How to tell the story of two children tumbling through America? It all seemed so clear in the beginning: plans and outlines, step by step, moving forward in a more or less linear fashion. Best laid plans and all….
But the tightest stitches come undone in the Albuquerque desert sun. Minds mix and match on the patchwork quilt of art houses and rundown Santa Fe neighborhoods; our narratives get lost in the great stretches of sand dunes shifting under the Colorado moon. Laughter gets eclipsed by its own echoes across Pike’s Peak, or lays buried in the snow beneath Rabbit Ears Pass, 10,000 feet above a distant sea.

How can I hope to capture the bitter cold that left us shuddering in Wyoming darkness on the ragged outskirts of old Green River, with only the constant screech of train whistles for companions? What words to paint a picture of the chasm of burning rocks sheared down into a gorge of fire, burning in the remoteness of Utah?
Utah! The promised Israel of the western tribe, all mountains and stunning vistas and weak-willed beer! Utah, who could marry themselves to your high deserts and ever leave again?

Or are we lost in the deadly heat of dry canyons nestled in a God-forsaken corner of Arizona? Our hearts plunge faster than elevations around the dry Virgin River into the wastes of Nevada heatstrokes and no-rain, with temperatures hovering near triple digits in the height of spring. Forever hot and barren, you, old dead sea, with blood-streams replacing your rivers to beat through the neon nights!
I wish I could paint you a picture of these moments in memory, patterned in details and devils. I wish I could write you a novel for each breath drawn at the edge of some new abyss of the American mythic west. But the west is a dream, after all, and crumbles into Pacific pebble beaches upon our restless waking.

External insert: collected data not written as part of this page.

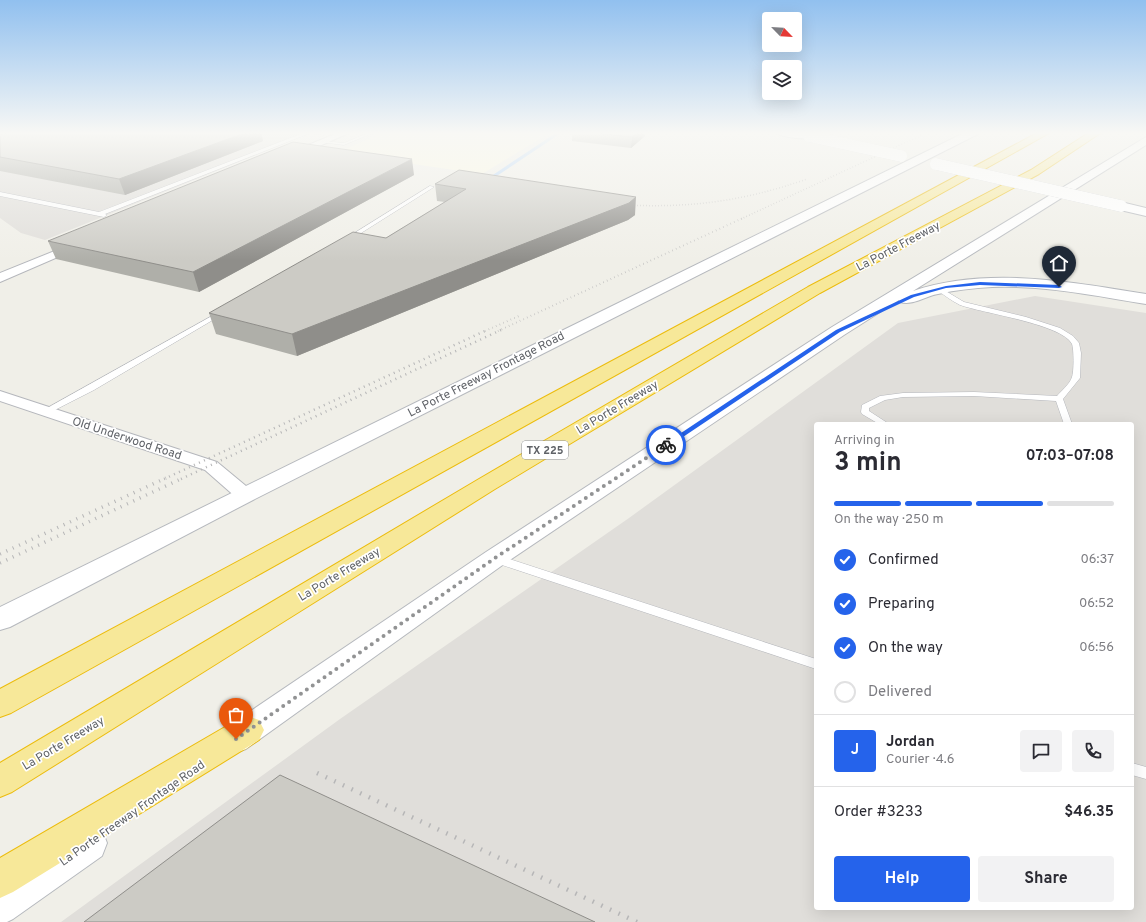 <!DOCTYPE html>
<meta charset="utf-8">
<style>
:root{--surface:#fff;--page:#f2f2f3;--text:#2b2b33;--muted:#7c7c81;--line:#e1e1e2;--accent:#2563eb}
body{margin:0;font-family:Overpass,sans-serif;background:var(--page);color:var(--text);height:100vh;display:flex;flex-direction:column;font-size:15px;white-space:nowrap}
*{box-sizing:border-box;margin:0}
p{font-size:13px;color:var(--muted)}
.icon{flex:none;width:22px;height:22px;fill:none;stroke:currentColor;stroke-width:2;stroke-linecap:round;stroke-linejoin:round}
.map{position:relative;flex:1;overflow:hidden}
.details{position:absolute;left:814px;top:422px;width:320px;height:488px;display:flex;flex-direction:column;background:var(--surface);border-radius:4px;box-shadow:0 4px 16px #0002}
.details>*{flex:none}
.needle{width:26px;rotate:115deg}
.buttons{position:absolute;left:762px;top:12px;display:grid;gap:8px}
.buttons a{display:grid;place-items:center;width:40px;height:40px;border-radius:4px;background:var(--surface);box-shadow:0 4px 16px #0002;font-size:20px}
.pin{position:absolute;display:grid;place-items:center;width:34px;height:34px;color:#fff;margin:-41px -17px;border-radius:50% 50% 50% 0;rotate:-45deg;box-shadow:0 0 4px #0007}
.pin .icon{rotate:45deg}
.courier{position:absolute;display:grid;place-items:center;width:40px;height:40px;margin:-20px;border:3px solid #2563eb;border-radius:50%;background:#fff;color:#222;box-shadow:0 1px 5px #0007}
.summary em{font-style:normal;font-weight:700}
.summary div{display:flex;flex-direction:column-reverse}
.summary{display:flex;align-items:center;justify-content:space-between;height:68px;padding:0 20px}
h1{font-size:26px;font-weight:700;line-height:30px}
.bar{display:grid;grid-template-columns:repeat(4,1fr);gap:6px 4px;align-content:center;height:48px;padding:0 20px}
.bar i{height:5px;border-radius:3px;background:var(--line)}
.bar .selected{background:var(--accent)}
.bar p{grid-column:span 4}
.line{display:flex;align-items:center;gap:10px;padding:0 20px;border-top:1px solid var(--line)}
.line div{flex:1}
.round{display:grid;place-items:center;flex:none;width:42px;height:42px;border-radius:4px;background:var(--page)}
ol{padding:0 20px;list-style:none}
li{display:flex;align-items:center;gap:12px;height:44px}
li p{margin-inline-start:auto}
li .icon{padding:4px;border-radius:50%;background:var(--accent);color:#fff;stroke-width:4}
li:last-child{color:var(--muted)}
li i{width:22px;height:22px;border:2px solid var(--line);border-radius:50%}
.cta{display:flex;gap:8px;margin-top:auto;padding:8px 20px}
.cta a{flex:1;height:46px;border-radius:4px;background:var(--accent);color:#fff;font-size:16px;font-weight:700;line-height:46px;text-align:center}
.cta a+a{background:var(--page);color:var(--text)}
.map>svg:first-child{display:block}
.commercial{fill:#fcf9e2}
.industrial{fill:#e0deda;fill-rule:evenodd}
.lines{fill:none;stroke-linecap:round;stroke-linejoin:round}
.stream{stroke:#afd2fa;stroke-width:3}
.service-casing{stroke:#b5b7bc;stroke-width:1}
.minor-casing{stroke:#b5b7bc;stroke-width:2}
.secondary-casing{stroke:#b6b9be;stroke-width:2}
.motorway-casing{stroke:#ecbc0d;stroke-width:2}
.service{fill:#fff;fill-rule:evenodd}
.minor{fill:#fff;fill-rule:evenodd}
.secondary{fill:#fff;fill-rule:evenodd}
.motorway{fill:#f7e899;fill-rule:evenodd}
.rail-far4{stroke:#b6b6b7;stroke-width:1.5;stroke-dasharray:0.5 2.5;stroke-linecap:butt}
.rail-far3{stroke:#b6b6b7;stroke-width:2;stroke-dasharray:0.5 3.5;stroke-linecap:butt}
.rail-far2{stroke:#b6b6b7;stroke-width:2.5;stroke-dasharray:1 4.5;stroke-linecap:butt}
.rail-far1{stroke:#b6b6b7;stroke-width:3.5;stroke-dasharray:1 6;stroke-linecap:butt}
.rail{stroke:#b6b6b7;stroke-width:4.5;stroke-dasharray:1.5 8;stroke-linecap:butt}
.secondary-bridge-casing{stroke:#b6b9be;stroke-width:12;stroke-linecap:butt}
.secondary-bridge{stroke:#fff;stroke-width:12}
.wall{fill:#afafa9}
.shaded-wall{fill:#8f8e8a}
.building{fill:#cccbc5;stroke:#8f8e8a}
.route{fill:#2563eb}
.done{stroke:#929394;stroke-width:4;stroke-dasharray:0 7.2}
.labels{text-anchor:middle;stroke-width:3.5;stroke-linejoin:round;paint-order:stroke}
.shield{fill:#fff;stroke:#8f9195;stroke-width:1}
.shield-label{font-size:11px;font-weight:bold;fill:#5f6267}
.street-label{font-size:12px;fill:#5f6267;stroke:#fff}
</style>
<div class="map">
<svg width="1146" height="922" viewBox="0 0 1146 922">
<rect width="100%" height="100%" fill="#f0efe8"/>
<path class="commercial" d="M384 132H551L482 174 337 153Z"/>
<path class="industrial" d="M46 132H314L45 240 21 233 0 218V145Z
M1035 296 1146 313V922H61L340 719 629 518 898 323ZM816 424H1132V908H816Z"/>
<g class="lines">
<path class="stream" d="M494 176 560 132"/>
<g class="service-casing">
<path id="service" d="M306 132H318L326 134 324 135 310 133 105 214 107 215 104 217 0 196V192L99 212Z
M370 132H375L344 145 320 142 322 141 344 143Z
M430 186 434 187 350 240 345 239Z
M939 287 964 302 1026 317 1060 328 1073 336 1079 343 1081 353 1080 378 1063 399 1072 424H1064L1056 401 974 396 903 397 885 400 869 408V411L889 424H879L862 414 861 412 862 405 880 396 903 393 974 392 1057 396C1061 391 1070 384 1072 377 1074 372 1074 349 1072 344 1062 324 982 313 960 305 952 301 944 295 937 290V288Z
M221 311 223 312V314L94 390 49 413H43L42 411Z
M497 555 816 659V669L493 562 492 559 493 556Z
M1132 763 1146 767V779L1132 775Z"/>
</g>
<g class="minor-casing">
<path id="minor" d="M340 132H351L297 156H291L290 154 291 152Z
M77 242 81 243 83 245 81 247 0 282V273Z
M0 391 217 462 252 491 255 495 252 499 245 501 238 499 205 470 0 401Z"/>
</g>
<g class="secondary-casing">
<path id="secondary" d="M775 132H801L813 134 814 136C810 141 779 137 775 132Z
M966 132H979L978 134 253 500 10 627 0 630V607Z
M1146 137V145L913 291C988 266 1070 282 1146 294V304C1096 296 1044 285 992 287 974 288 956 290 938 294 926 296 913 306 900 302L899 300 844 335 504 564 246 749 235 753 224 749 219 739 224 729 486 552 832 327Z
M1121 202 1146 208V216L1116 209 1115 206 1116 203Z
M89 825 102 830 107 843 102 856 13 919 7 922H0V883L76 830Z"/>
</g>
<g class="motorway-casing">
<path id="motorway" d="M1039 132H1051L11 713 0 717V689Z
M1090 132H1102L1039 174 820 293 495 489 12 792 0 797V763L479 479 808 287 1031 170Z
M248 716 259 720 264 730 259 740 13 892 0 898V858L237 720Z"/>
</g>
<use href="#service" class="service"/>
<use href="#minor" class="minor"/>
<use href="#secondary" class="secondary"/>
<use href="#motorway" class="motorway"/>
<path class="rail-far4" d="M625 205C692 208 744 201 807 179
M741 219 928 132"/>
<path class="rail-far3" d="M485 331 519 316
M498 331 743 218"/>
<path class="rail-far2" d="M164 479 487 330
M181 479 501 330"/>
<path class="rail-far1" d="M0 554 166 478
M0 563 183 478"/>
<path class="rail" d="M317 773 637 922"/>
<g class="secondary-bridge-casing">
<path id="secondary-bridge" d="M809 136 901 156
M936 164 1121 206"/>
</g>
<use href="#secondary-bridge" class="secondary-bridge"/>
</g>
<path class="wall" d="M10 132H261L263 141 125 195 0 171V135Z
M572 132H645V136L631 148 572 141Z
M414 175 199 292 56 259 48 241Z
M435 184 635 215 628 220 297 356 216 334 209 313 386 238 445 202 437 201Z"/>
<path class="shaded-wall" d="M247 132H261L263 141 125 195 119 179Z
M638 132H645V136L631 148 632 137Z
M412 159 414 175 199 292 193 272Z
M636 197 635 215 628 220 297 356 292 334Z"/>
<path class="building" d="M10 132H247L119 179 0 157V135Z
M587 132H638L632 137Z
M293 142 412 159 193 272 48 241Z
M459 170 636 197 629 203 292 334 209 313 353 232 386 238 466 189 435 184Z
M280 775 595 922H84Z"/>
<linearGradient id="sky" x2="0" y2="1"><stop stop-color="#91c0ef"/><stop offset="0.51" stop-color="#f8f8f5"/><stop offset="1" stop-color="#f8f8f5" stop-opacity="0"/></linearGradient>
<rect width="1146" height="261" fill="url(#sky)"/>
<path class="route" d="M980 282 1059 285 1062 287 1059 288 980 285 946 288 914 297 840 332 668 447 663 445 836 330 911 295 946 286Z"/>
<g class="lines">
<path class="done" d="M236 739 495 558 666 445"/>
</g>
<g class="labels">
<rect class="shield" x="522" y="441" width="46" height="18" rx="3"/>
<g class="shield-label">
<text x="545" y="454">TX 225</text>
</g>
<g class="street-label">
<text transform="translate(898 246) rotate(-28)" y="4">La Porte Freeway</text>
<text transform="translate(486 374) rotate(-27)" y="4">La Porte Freeway Frontage Road</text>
<text transform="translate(617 407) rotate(-31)" y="4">La Porte Freeway</text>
<text transform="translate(127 438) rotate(18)" y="4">Old Underwood Road</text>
<text transform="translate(339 574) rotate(-31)" y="4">La Porte Freeway</text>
<text transform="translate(63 743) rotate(-31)" y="4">La Porte Freeway</text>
<text transform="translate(132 813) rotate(-35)" y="4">La Porte Freeway Frontage Road</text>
</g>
</g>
</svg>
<div class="buttons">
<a><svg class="needle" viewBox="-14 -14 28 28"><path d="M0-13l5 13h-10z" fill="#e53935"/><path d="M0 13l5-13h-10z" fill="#7c7c81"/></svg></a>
<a><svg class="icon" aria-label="layers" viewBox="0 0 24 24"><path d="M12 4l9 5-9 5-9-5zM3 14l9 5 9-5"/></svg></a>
</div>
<div class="pin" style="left:236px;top:739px;background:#ea580c"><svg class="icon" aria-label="bag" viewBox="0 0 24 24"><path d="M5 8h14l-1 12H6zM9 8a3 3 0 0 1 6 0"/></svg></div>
<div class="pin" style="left:1059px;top:287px;background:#1f2937"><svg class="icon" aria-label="home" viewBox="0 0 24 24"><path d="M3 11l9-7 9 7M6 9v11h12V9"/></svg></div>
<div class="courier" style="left:666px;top:445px"><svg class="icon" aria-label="bike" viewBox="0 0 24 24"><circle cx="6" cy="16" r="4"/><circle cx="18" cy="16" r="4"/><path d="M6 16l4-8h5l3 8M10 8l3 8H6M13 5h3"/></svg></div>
<section class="details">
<div class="summary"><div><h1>3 min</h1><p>Arriving in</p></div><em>07:03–07:08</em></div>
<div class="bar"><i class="selected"></i><i class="selected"></i><i class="selected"></i><i></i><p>On the way · 250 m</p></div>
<ol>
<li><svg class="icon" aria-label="check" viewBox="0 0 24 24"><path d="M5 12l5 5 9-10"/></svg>Confirmed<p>06:37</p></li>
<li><svg class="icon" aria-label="check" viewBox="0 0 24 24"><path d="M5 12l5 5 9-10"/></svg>Preparing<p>06:52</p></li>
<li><svg class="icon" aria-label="check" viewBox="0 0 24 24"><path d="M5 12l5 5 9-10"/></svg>On the way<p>06:56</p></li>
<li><i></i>Delivered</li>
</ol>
<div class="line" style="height:72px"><b class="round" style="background:var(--accent);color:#fff">J</b><div><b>Jordan</b><p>Courier · 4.6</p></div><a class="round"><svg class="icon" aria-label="chat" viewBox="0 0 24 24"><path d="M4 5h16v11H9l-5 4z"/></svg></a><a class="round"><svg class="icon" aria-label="phone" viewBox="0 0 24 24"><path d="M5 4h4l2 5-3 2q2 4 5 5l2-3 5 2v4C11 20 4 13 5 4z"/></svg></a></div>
<div class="line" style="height:52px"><div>Order #3233</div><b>$46.35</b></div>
<div class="cta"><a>Help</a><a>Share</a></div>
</section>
</div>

If I told you, would you believe me? Or is it all written off as the tricks of the sleeping mind? My color palette does no justice. My camera lens is too small. And the all the vocabulary words in every book I’ve flipped through won’t do a damn thing to piece together this world of rock and cataclysm, perpetual movement and silent expanse, as restless creatures, we slip onward towards a dream called the “Pacific coast”– new pilgrims on an old frontier, babes in the wood, fledglings outlined on the Big Sky.